For International Women's Day we spoke with Associate Professor Inès Moreno de Barreda to explore what led to her career in Economics, and what she thought could be improved upon to welcome more women into the field of Economics.
What led you to a career in Economics?
I’ve always loved problem solving and maths. However, as I advanced in my (5 years) undergrad in maths I missed being able to discuss with my family and friends whatever I was learning. After working in a risk consultancy firm for a couple of years I really wanted to come back to academia. I spent one year at the UAB a as a research assistant to the micro theory group and I just loved it. Jordi Massó introduced me to the Kidney matching problem, to strategy-proof social choice functions and stable coalition problems. It really opened my eyes and I decided to do a PhD in economics.
Why aren’t there many women in the field of Economics?

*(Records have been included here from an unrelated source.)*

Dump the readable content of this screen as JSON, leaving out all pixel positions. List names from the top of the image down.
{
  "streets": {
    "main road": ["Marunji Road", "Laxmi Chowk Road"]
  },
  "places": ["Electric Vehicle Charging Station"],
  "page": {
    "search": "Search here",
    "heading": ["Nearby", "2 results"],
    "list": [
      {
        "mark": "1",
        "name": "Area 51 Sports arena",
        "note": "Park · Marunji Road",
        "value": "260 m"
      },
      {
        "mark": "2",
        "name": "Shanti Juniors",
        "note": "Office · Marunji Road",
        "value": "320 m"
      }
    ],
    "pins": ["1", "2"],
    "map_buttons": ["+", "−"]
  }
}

There might be a misperception of what economics is. Students have little exposure to what we do in economics by the time they have to choose what to pursue at university. Economics might be seen as synonym to finance, money, markets, taxes and unemployment. These topics are not the most inviting and appealing to female students. Topics such as development, inequality, behavioural economics, experiments and even mechanisms design (which is what attracted me to economics) are maybe less salient to 16-18 years old students.

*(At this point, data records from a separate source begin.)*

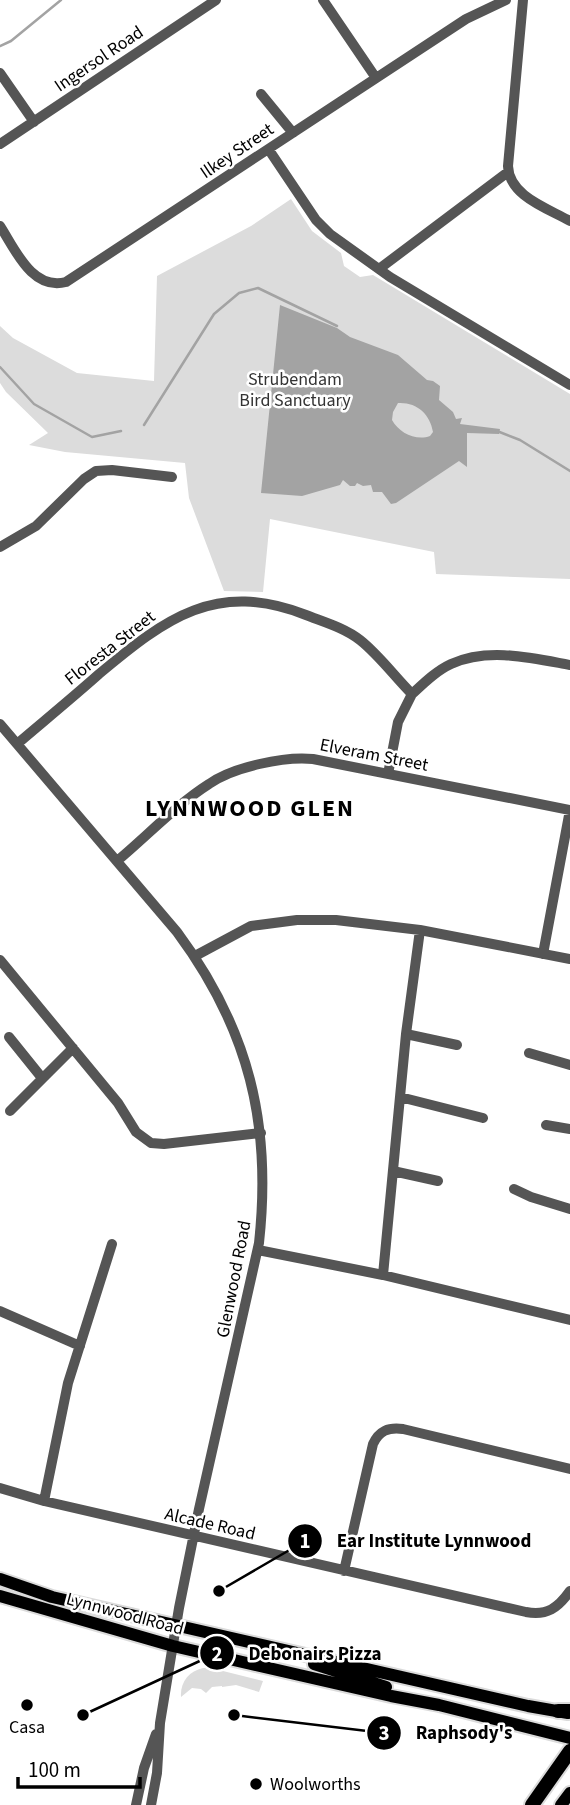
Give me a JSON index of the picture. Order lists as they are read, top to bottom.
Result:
{
  "streets": {
    "main road": ["Lynnwood Road"],
    "street": [
      "Ingersol Road",
      "Ilkey Street",
      "Floresta Street",
      "Elveram Street",
      "Glenwood Road",
      "Alcade Road"
    ]
  },
  "crossings": [
    ["Floresta Street", "Glenwood Road"],
    ["Elveram Street", "Glenwood Road"],
    ["Glenwood Road", "Alcade Road"],
    ["Glenwood Road", "Lynnwood Road"]
  ],
  "districts": ["LYNNWOOD GLEN"],
  "parks": ["Strubendam Bird Sanctuary"],
  "places": [
    "Ear Institute Lynnwood",
    "Casa",
    "Debonairs Pizza",
    "Raphsody's",
    "Woolworths"
  ],
  "scale_bar": "100 m"
}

What motivates you in your work?
The best moment by far is when I am deep into a project and something that wasn’t clear suddenly becomes transparent. This might be because I manage to complete an argument in a proof, or because I find a counter example of something that I thought was satisfied but I wasn’t managing to prove. The feeling of a clear understanding of something that wasn’t known is really amazing. Unfortunately it doesn’t happen very often.
What do we need to change for women to take up space in the field of Economics?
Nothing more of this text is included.